Ilon Musk’s Magic: How Tesla Transformed from a Troubled Startup to a Company Worth More than Ford and GM in 10 Years

Tesla is now the world market leader in electric cars, but ten years ago, at the height of the financial crisis, Ilon Musk’s startup was on the verge of bankruptcy. How did an entrepreneur with a penchant for science fiction manage to create an army of fans, sell hundreds of thousands of electric cars, and become a multi-billionaire?

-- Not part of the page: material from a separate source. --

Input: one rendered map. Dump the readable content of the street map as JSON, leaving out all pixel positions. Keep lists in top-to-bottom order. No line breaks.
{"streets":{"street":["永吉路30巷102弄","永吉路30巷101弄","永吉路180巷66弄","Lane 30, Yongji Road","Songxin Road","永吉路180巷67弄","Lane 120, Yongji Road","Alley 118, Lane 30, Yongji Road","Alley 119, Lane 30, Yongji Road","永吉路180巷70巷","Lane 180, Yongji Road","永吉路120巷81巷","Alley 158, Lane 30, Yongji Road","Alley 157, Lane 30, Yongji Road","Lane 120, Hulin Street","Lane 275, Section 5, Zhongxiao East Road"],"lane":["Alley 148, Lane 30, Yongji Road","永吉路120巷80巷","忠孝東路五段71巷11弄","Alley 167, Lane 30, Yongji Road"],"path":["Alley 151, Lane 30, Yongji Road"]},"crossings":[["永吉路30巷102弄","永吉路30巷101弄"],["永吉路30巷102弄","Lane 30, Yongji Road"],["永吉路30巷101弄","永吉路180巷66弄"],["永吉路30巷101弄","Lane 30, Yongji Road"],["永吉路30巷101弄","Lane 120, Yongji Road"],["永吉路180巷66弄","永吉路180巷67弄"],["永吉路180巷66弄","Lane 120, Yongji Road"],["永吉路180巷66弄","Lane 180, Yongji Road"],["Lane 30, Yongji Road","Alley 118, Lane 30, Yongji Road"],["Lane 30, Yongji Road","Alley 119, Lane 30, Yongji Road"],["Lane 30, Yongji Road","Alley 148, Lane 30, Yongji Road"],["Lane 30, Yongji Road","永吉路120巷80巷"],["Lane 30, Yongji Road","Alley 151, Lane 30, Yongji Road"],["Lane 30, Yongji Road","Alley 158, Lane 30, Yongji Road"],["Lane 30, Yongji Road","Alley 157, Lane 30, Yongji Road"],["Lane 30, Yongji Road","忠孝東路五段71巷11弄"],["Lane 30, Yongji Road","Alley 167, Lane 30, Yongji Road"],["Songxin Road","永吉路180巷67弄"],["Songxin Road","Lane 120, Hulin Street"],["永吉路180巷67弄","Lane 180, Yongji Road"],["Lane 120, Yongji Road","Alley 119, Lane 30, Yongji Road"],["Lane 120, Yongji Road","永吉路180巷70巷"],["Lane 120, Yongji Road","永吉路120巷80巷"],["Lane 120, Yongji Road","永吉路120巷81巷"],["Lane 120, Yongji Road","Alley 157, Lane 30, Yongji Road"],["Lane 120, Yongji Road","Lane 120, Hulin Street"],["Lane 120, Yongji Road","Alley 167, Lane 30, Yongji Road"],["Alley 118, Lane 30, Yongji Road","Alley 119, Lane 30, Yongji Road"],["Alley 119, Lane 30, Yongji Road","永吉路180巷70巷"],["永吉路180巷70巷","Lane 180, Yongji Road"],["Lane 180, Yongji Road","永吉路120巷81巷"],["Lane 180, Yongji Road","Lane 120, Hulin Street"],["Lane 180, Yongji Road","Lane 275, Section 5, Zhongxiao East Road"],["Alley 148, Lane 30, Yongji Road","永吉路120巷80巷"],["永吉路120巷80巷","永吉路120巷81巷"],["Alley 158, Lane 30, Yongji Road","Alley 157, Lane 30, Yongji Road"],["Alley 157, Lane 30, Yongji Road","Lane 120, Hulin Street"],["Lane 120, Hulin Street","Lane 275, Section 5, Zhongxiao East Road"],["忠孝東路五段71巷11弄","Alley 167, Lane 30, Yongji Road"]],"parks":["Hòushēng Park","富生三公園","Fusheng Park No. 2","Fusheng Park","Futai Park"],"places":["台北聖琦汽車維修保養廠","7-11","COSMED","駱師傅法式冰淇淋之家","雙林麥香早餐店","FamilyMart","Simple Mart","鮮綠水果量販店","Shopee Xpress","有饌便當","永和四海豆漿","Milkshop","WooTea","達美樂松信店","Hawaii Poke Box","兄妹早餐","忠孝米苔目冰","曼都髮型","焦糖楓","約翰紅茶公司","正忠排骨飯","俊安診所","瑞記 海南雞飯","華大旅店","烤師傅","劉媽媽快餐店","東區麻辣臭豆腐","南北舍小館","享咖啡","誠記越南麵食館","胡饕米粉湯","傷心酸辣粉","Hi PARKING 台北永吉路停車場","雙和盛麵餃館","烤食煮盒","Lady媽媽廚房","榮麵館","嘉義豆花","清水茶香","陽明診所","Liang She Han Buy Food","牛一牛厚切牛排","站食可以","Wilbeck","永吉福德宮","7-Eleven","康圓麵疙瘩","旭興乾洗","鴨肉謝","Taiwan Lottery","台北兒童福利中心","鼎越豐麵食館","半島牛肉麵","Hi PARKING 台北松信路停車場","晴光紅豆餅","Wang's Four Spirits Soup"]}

If you had chatted with a somber Ilon Musk in a hotel conference room in Detroit on a cold January day in 2009, you would hardly have assumed that his startup would become a successful electric-car maker by the end of the first decade of the 21st century. Because of the severe recession, Tesla had almost no spare cash left, the company had just closed its Michigan office and was struggling to deliver Roadster-brand electric cars to its first customers. But a call came in that lifted Musk’s spirits: Daimler agreed to buy Tesla batteries and engines for Mercedes’ fleet of experimental electric cars. The deal was small, but it was the first of many lifelines that helped Tesla stay afloat.

Ten years later, the impulsive, controversial South African-born entrepreneur is on the list of multibillionaires. Forbes estimates his fortune at $26.8 billion. Now Musk is one step away from putting most of the environmentally friendly transportation of the future on the market from his 2006 manifesto plan. There have been many changes in transportation over the past decade – the revolutionary development of carpooling and the launch of Uber by “evil genius” Travis Kalanick, Google’s decisive moves to create the Waymo unmanned car, the commercialization of LIDAR laser sensors for robotic vehicles by Velodyne, unmanned trucks from startups like TuSimple and the mobile apps Waze and Moovit that have helped make driving in cities less of a chore. But no one has played a bigger role than Elon Musk.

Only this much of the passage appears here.